Below are records; write all of them out exactly.

→ Available data
BEGIN
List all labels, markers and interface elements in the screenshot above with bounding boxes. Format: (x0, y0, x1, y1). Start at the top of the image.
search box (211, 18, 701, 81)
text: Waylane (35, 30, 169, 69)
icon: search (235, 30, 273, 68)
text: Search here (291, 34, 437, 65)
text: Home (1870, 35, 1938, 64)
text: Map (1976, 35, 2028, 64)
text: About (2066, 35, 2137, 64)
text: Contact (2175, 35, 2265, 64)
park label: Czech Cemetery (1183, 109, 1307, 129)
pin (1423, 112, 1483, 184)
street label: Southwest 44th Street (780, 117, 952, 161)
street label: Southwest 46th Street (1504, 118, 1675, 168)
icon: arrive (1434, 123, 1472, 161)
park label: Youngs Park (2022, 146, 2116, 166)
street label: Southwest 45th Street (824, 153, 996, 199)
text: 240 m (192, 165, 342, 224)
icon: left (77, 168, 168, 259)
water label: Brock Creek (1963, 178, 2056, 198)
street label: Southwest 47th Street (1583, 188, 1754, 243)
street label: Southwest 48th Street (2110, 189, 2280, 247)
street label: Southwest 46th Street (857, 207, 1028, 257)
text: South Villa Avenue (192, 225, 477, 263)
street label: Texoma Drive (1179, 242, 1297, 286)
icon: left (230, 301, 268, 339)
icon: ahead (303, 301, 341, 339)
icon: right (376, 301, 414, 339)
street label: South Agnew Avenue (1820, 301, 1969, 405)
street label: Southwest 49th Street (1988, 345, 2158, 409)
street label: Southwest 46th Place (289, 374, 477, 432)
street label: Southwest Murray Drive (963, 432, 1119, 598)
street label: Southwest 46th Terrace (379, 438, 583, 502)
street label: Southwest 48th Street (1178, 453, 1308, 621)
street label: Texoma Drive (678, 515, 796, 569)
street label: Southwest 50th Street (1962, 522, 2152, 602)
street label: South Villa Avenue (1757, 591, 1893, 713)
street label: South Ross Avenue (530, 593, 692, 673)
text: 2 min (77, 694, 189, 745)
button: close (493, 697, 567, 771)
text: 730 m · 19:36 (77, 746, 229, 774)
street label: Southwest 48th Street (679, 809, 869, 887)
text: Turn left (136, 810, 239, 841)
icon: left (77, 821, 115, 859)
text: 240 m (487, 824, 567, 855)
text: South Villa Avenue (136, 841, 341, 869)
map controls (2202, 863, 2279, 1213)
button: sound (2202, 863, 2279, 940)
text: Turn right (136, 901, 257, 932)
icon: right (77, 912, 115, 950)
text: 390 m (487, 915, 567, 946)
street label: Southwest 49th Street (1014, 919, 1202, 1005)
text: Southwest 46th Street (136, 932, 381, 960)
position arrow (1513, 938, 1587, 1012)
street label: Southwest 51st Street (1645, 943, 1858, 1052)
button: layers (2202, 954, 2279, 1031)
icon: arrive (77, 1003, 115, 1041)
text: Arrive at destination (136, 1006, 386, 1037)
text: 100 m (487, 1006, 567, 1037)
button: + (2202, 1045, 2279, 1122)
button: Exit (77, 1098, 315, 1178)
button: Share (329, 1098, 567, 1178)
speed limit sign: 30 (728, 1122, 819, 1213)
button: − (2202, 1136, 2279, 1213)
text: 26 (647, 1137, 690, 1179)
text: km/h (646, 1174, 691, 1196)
END
→ Task solution
List all labels, markers and interface elements in the screenshot above with bounding boxes. Format: (x0, y0, x1, y1). Start at the top of the image.
search box (211, 18, 701, 81)
text: Waylane (35, 30, 169, 69)
icon: search (235, 30, 273, 68)
text: Search here (291, 34, 437, 65)
text: Home (1870, 35, 1938, 64)
text: Map (1976, 35, 2028, 64)
text: About (2066, 35, 2137, 64)
text: Contact (2175, 35, 2265, 64)
park label: Czech Cemetery (1183, 109, 1307, 129)
pin (1423, 112, 1483, 184)
street label: Southwest 44th Street (780, 117, 952, 161)
street label: Southwest 46th Street (1504, 118, 1675, 168)
icon: arrive (1434, 123, 1472, 161)
park label: Youngs Park (2022, 146, 2116, 166)
street label: Southwest 45th Street (824, 153, 996, 199)
text: 240 m (192, 165, 342, 224)
icon: left (77, 168, 168, 259)
water label: Brock Creek (1963, 178, 2056, 198)
street label: Southwest 47th Street (1583, 188, 1754, 243)
street label: Southwest 48th Street (2110, 189, 2280, 247)
street label: Southwest 46th Street (857, 207, 1028, 257)
text: South Villa Avenue (192, 225, 477, 263)
street label: Texoma Drive (1179, 242, 1297, 286)
icon: left (230, 301, 268, 339)
icon: ahead (303, 301, 341, 339)
icon: right (376, 301, 414, 339)
street label: South Agnew Avenue (1820, 301, 1969, 405)
street label: Southwest 49th Street (1988, 345, 2158, 409)
street label: Southwest 46th Place (289, 374, 477, 432)
street label: Southwest Murray Drive (963, 432, 1119, 598)
street label: Southwest 46th Terrace (379, 438, 583, 502)
street label: Southwest 48th Street (1178, 453, 1308, 621)
street label: Texoma Drive (678, 515, 796, 569)
street label: Southwest 50th Street (1962, 522, 2152, 602)
street label: South Villa Avenue (1757, 591, 1893, 713)
street label: South Ross Avenue (530, 593, 692, 673)
text: 2 min (77, 694, 189, 745)
button: close (493, 697, 567, 771)
text: 730 m · 19:36 (77, 746, 229, 774)
street label: Southwest 48th Street (679, 809, 869, 887)
text: Turn left (136, 810, 239, 841)
icon: left (77, 821, 115, 859)
text: 240 m (487, 824, 567, 855)
text: South Villa Avenue (136, 841, 341, 869)
map controls (2202, 863, 2279, 1213)
button: sound (2202, 863, 2279, 940)
text: Turn right (136, 901, 257, 932)
icon: right (77, 912, 115, 950)
text: 390 m (487, 915, 567, 946)
street label: Southwest 49th Street (1014, 919, 1202, 1005)
text: Southwest 46th Street (136, 932, 381, 960)
position arrow (1513, 938, 1587, 1012)
street label: Southwest 51st Street (1645, 943, 1858, 1052)
button: layers (2202, 954, 2279, 1031)
icon: arrive (77, 1003, 115, 1041)
text: Arrive at destination (136, 1006, 386, 1037)
text: 100 m (487, 1006, 567, 1037)
button: + (2202, 1045, 2279, 1122)
button: Exit (77, 1098, 315, 1178)
button: Share (329, 1098, 567, 1178)
speed limit sign: 30 (728, 1122, 819, 1213)
button: − (2202, 1136, 2279, 1213)
text: 26 (647, 1137, 690, 1179)
text: km/h (646, 1174, 691, 1196)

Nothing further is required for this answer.